To upgrade VMware Telco Cloud Automation in an airgap environment, the airgap server must host all the dependent images and packages of the target version and the current version.
Ensure that the new airgap server contains the same domain name as the existing one. Also, VMware Telco Cloud Automation must be able to verify the certificates of the new airgap server without updating the CA certificates configured on the clusters.
- Cluster creation.
- Management Cluster deletion.
- Node Pool creation.
- Cluster scale out.
- CNF instantiation.
During replacement, pulling images for these activities can fail as the connection is broken or the airgap server IP is unreachable temporarily. Kubernetes reconciles these failures after you replace the airgap server.
To avoid this temporary impact, you can adopt a high availability (HA) architecture for the airgap server. Deploy multiple airgap servers and expose a single virtual server through a third party load balancer. You can set the virtual server as HTTPS offloading or HTTPS passthrough. HTTPS offloading stops the SSL connection and HTTPS passthrough stops the TCP connection. If there is no requirement to inspect or manipulate the http-level signatures of the airgap server image, package, and Helm charts downloading traffic, configure load balancer with HTTPS passthrough.

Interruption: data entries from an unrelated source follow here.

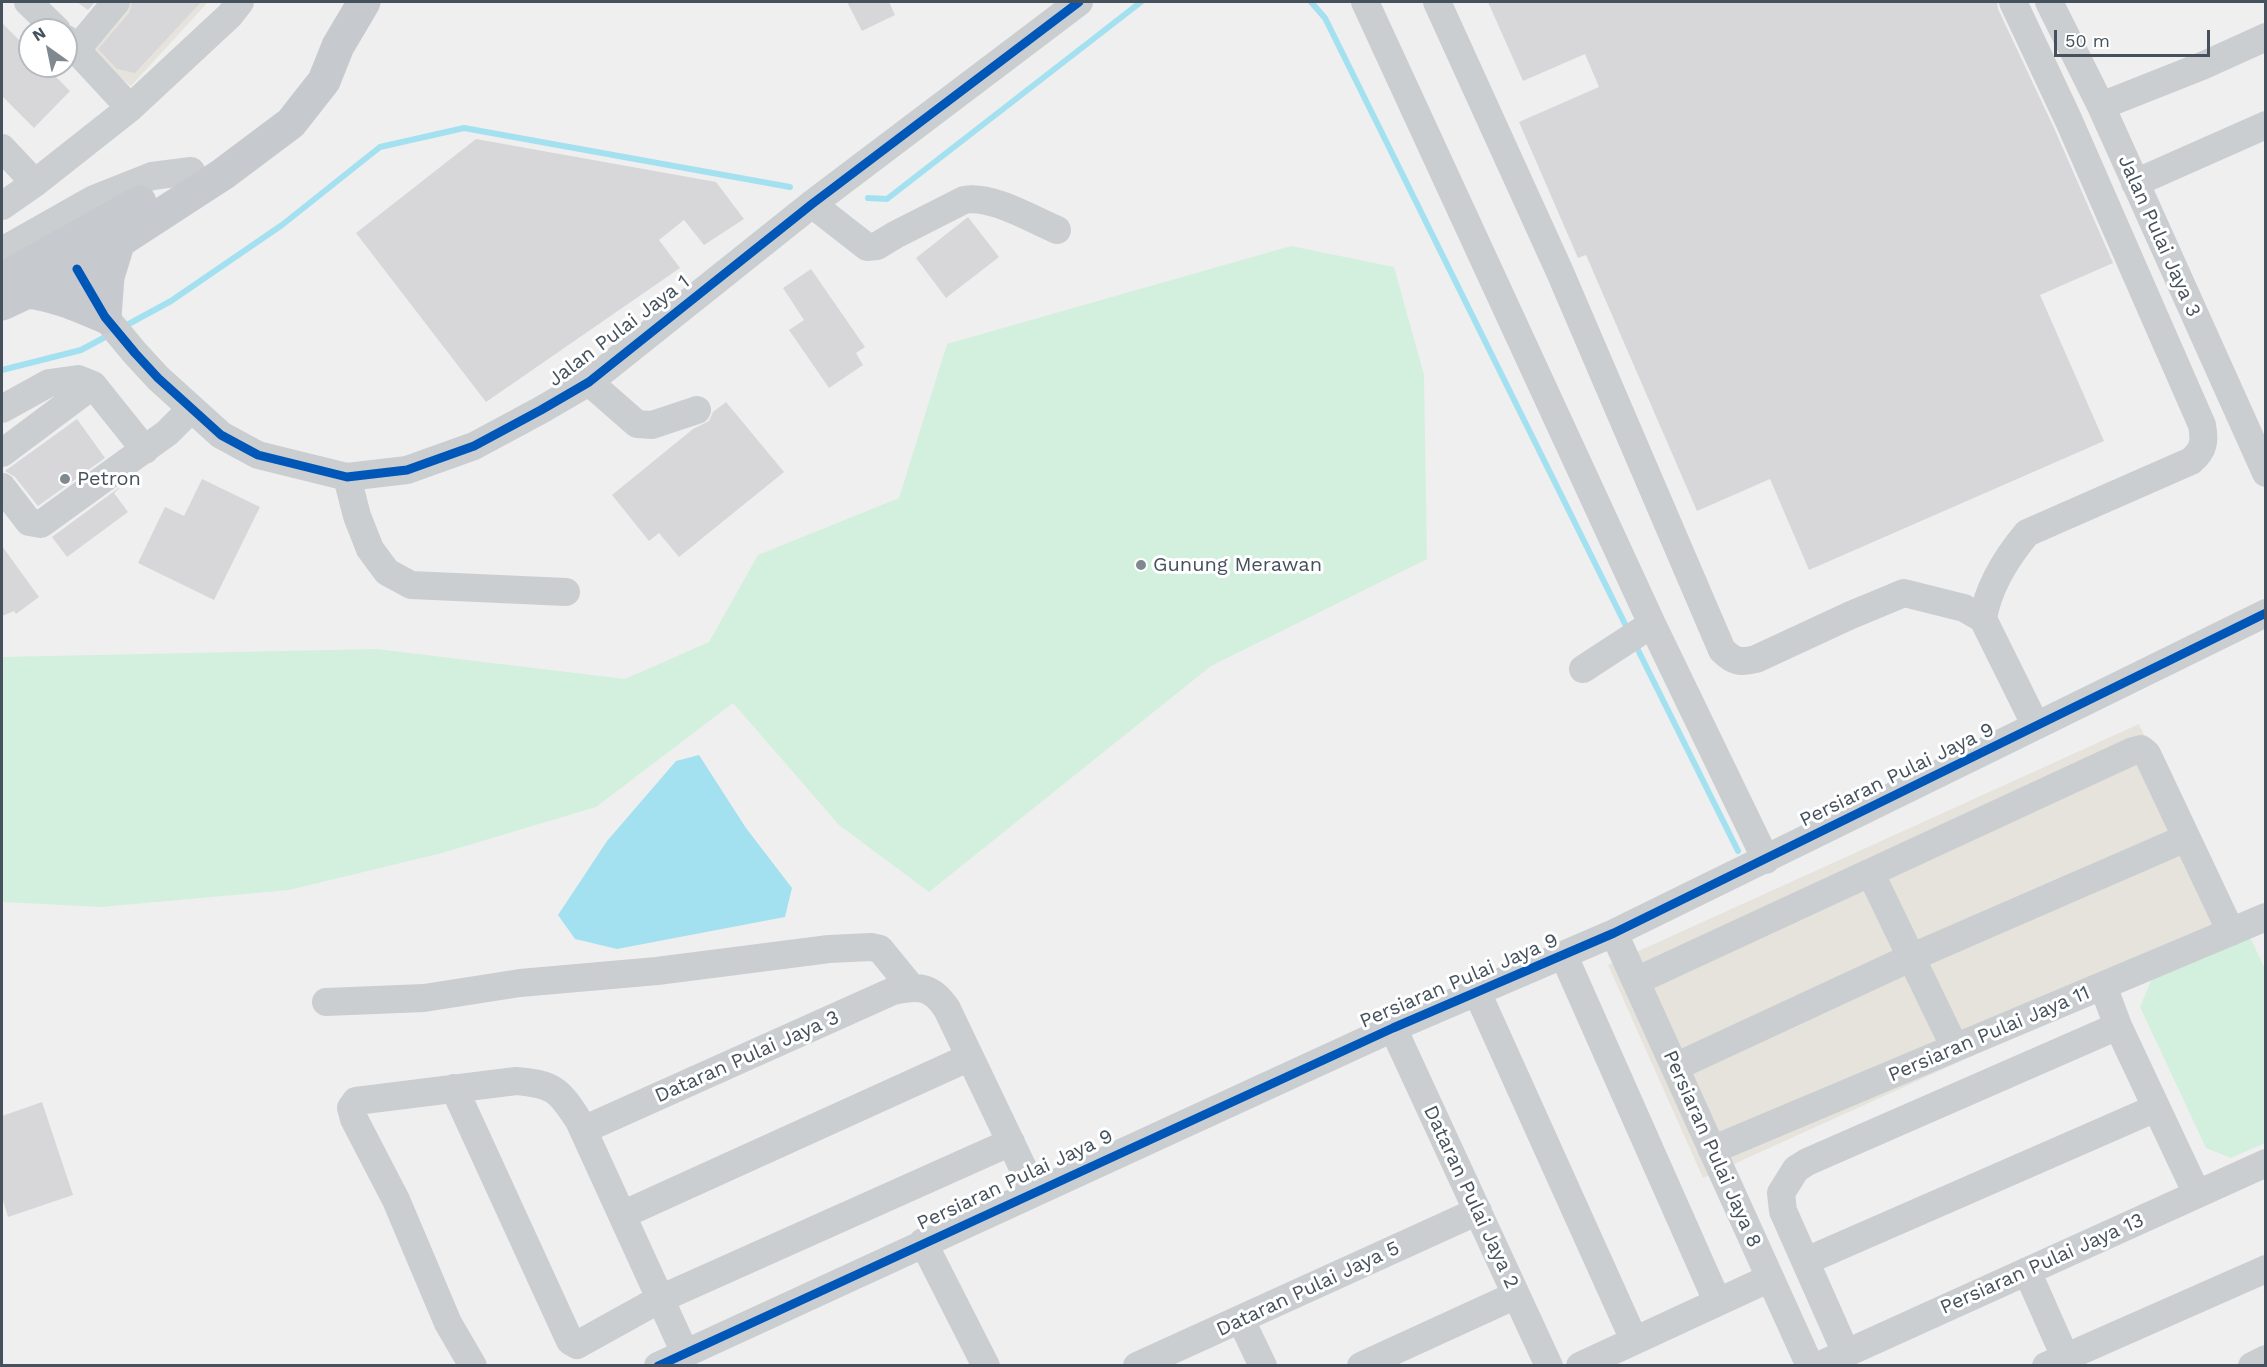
<!DOCTYPE html>
<html>
<head>
<meta charset="utf-8">
<style>
	body { margin:0 }
	#map { position:relative; width:2267px; height:1367px; overflow:hidden; background:#f0efef; font-family:"Work Sans",sans-serif }
	canvas { display:block }
	.frame { position:absolute; inset:0; border:3px solid #45525d; pointer-events:none }
	.north { position:absolute; left:18px; top:18px; width:60px; height:60px; box-sizing:border-box; background:#fff; border:2px solid #b5babe; border-radius:50%; rotate:327deg; font-size:16px; font-weight:700; line-height:24px; text-align:center; color:#45525d }
	.north::after { content:''; display:block; margin:auto; width:21px; height:27px; background:#818990; clip-path:polygon(50% 0,100% 100%,50% 72%,0 100%) }
	.scale { position:absolute; left:2054px; top:30px; width:156px; height:27px; box-sizing:border-box; border:3px solid #45525d; border-top:0; padding-left:8px; font-size:18px; line-height:21px; white-space:nowrap; color:#45525d; -webkit-text-stroke:4px #fff; paint-order:stroke }
</style>
</head>
<body>
<div id="map">
<canvas width="2267" height="1367"></canvas>
<div class="frame"></div>
<div class="north">N</div>
<div class="scale">50 m</div>
</div>
<script>
const c = document.querySelector('canvas').getContext('2d');
c.lineJoin = 'round';
function paint(path, color) { c.fillStyle = color; c.fill(path, 'evenodd'); }
function strokePath(path, color, width, dash) { c.strokeStyle = color; c.lineWidth = width; c.lineCap = dash ? 'butt' : 'round'; c.setLineDash(dash || []); c.stroke(path); }
function drawText(font, color, halo, rows, align = 'center') {
  c.font = font + ' "Work Sans",sans-serif'; c.lineWidth = 6; c.setLineDash([]); c.textBaseline = 'middle'; c.strokeStyle = halo; c.fillStyle = color; for (const [text, x, y, turn = 0] of rows) {
    c.save(); c.translate(x, y); c.rotate((+turn || 0) * Math.PI / 180); c.textAlign = isNaN(turn) ? turn : align; if (halo) c.strokeText(text, 0, 0); c.fillText(text, 0, 0); c.restore();
  }
}
paint(new Path2D(`
	M 118,2 L 208,2 L 131,86 L 80,47 Z
	M 2139,724 L 2235,937 L 1703,1178 L 1608,965 Z`), '#e5e3dc');
paint(new Path2D(`
	M 1291,246 L 1394,267 L 1424,375 L 1427,559 L 1211,666 L 929,892 L 839,825 L 733,703 L 596,807 L 442,853 L 289,890 L 101,907 L 2,902 L 2,657 L 376,649 L 625,679 L 709,642 L 758,555 L 899,498 L 947,344 Z
	M 2250,937 L 2265,969 L 2265,1143 L 2231,1158 L 2206,1148 L 2140,1007 L 2152,978 Z`), '#d2f0dd');
paint(new Path2D(`
	M 699,755 L 746,828 L 792,888 L 785,917 L 617,949 L 575,939 L 558,915 L 607,841 L 676,761 Z`), '#a4e1f0');
strokePath(new Path2D(`
	M 1311,2 L 1325,18 L 1628,630
	M 868,198 L 887,199 L 1141,2
	M 123,327 L 171,301 L 282,225 L 380,147 L 464,128 L 790,187
	M 2,370 L 81,350 L 109,335
	M 1635,644 L 1738,851`), '#a4e1f0', 6);
paint(new Path2D(`
	M 77,2 L 95,2 L 88,10 Z
	M 132,2 L 201,2 L 135,73 L 117,69 L 98,49 L 129,13 Z
	M 847,2 L 889,2 L 895,15 L 862,31 Z
	M 1488,2 L 1997,2 L 1998,9 L 2054,128 L 2113,263 L 2040,295 L 2104,441 L 1809,570 L 1770,479 L 1697,511 L 1586,255 L 1578,258 L 1519,122 L 1599,87 L 1585,54 L 1523,81 Z
	M 2,23 L 30,51 L 30,66 L 45,66 L 70,91 L 34,128 L 2,96 Z
	M 476,139 L 716,182 L 744,219 L 704,245 L 684,220 L 659,240 L 680,268 L 486,402 L 356,233 Z
	M 968,217 L 999,257 L 946,298 L 916,258 Z
	M 811,269 L 865,347 L 856,353 L 863,365 L 829,388 L 789,330 L 804,320 L 783,288 Z
	M 726,402 L 784,472 L 679,557 L 659,533 L 649,541 L 612,495 L 693,429 L 709,421 L 713,412 Z
	M 77,419 L 105,458 L 38,506 L 15,477 L 5,471 Z
	M 202,479 L 260,507 L 214,600 L 138,563 L 165,507 L 184,516 Z
	M 124,484 L 114,493 L 128,512 L 67,557 L 52,537 Z
	M 2,546 L 39,597 L 16,614 L 14,611 L 2,616 Z
	M 42,1102 L 73,1195 L 8,1217 L 2,1197 L 2,1116 Z`), '#d7d7d9');
strokePath(new Path2D(`
	M 28,2 L 57,30
	M 1365,2 L 1652,624 L 1766,860
	M 1437,2 L 1559,270 L 1722,650 C 1734,662 1740,663 1756,659 L 1851,615 L 1904,593 L 1964,608 L 1983,619
	M 2013,2 L 2069,121 L 2202,425 C 2205,441 2204,450 2191,461 L 2027,533 C 2007,557 1988,587 1983,619 L 2036,726
	M 2049,2 L 2101,106 L 2266,473
	M 66,39 L 130,108
	M 77,49 L 116,2
	M 2101,106 L 2202,66 L 2266,37
	M 2,148 L 35,183
	M 2135,183 L 2266,125
	M 812,204 L 867,247 L 877,246 L 895,235 L 964,200 C 992,195 1031,219 1057,230
	M 2,206 L 35,183 L 130,108 L 230,15 L 240,2
	M 2,251 L 94,199 L 152,176 L 191,171
	M 77,269 L 105,317 L 135,353 L 158,378 L 221,435 L 258,455 L 347,477 L 407,470 L 474,446 L 541,410 L 589,382 L 812,204 L 1079,2
	M 589,382 L 637,424 L 652,425 L 697,410
	M 2,409 L 49,383 L 78,379 L 93,385 L 145,450
	M 2,453 L 93,385
	M 347,477 L 357,516 L 370,549 L 387,572 L 411,585 L 566,592
	M 2,487 L 29,522 L 41,524 L 167,433 L 191,409
	M 1583,669 L 1652,624
	M 1871,874 L 1955,1048
	M 1614,933 L 1810,1366
	M 1564,956 L 1717,1301
	M 1636,981 L 2133,751 L 2141,749 L 2147,754 L 2231,932
	M 2103,986 L 2118,1026 L 2197,1194
	M 1477,992 L 1634,1340
	M 326,1002 L 424,998 L 520,983 L 657,971 L 829,949 L 871,947 L 880,949 L 911,987
	M 1393,1028 L 1549,1366
	M 1675,1067 L 1910,958 L 2186,838
	M 454,1088 L 570,1341 L 577,1345 L 660,1299 L 1011,1142
	M 583,1130 L 893,991 C 919,985 932,986 947,1009 L 1034,1191
	M 1712,1150 L 2266,917
	M 622,1215 L 970,1057
	M 923,1242 L 986,1366
	M 1806,1261 L 2156,1108
	M 2027,1271 L 2069,1366
	M 1241,1320 L 1263,1366
	M 1846,1353 L 1783,1211 L 1781,1193 L 1796,1169 L 1807,1162 L 2118,1026
	M 473,1366 L 448,1323 L 396,1200 L 354,1119 L 351,1108 L 356,1101 L 516,1081 C 554,1084 559,1090 579,1121 L 685,1353
	M 658,1366 L 1393,1028 L 1614,933 L 2266,613
	M 1137,1366 L 1478,1211
	M 1361,1366 L 1516,1295
	M 1580,1366 L 1770,1278
	M 1818,1366 L 2266,1163
	M 2046,1366 L 2266,1269
	M 2252,1366 L 2266,1359`), '#caced0', 28);
strokePath(new Path2D(`
	M 2,279 L 140,202
	M 27,292 C 55,295 79,306 105,317 L 108,277 L 119,241
	M 2,304 L 77,269 L 223,174 L 291,123 L 324,81 L 338,46 L 364,2`), '#c6cace', 33);
strokePath(new Path2D(`
	M 77,269 L 105,317 L 135,353 L 158,378 L 221,435 L 258,455 L 347,477 L 407,470 L 474,446 L 541,410 L 589,382 L 812,204 L 1079,2
	M 658,1366 L 1393,1028 L 1614,933 L 2266,613`), '#0057b8', 9);
for (const [x, y, r, color] of [
	[65,479,6,"#818990"],
	[1141,565,6,"#818990"]
]) { const dot = new Path2D(); dot.arc(x, y, r, 0, 2 * Math.PI); c.fillStyle = color; c.fill(dot); strokePath(dot, '#fff', 2); }
drawText('20px', '#45525d', '#fff', [
	["Jalan Pulai Jaya 3",2159,236,66],
	["Jalan Pulai Jaya 1",619,331,-37],
	["Persiaran Pulai Jaya 9",1897,775,-26],
	["Persiaran Pulai Jaya 9",1459,981,-23],
	["Persiaran Pulai Jaya 11",1989,1034,-23],
	["Dataran Pulai Jaya 3",747,1057,-24],
	["Persiaran Pulai Jaya 8",1712,1149,66],
	["Persiaran Pulai Jaya 9",1015,1180,-25],
	["Dataran Pulai Jaya 2",1471,1197,65],
	["Persiaran Pulai Jaya 13",2042,1264,-24],
	["Dataran Pulai Jaya 5",1308,1289,-25]
]);
drawText('20px', '#45525d', '#fff', [
	["Petron",77,479],
	["Gunung Merawan",1153,565]
], 'left');
</script>
</body>
</html>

- Add the new airgap server virtual machine that contains the images, Helm charts, and packages into the load balancer airgap server pool.
- In the load balancer configuration, deactivate the existing airgap server by changing its state to Disabled. The load balancer server does not schedule any new requests to the deactivated server. However, it continues to process existing HTTP requests.
- Remove the previous version of the airgap server from the load balancer server pool and delete the airgap server virtual machine.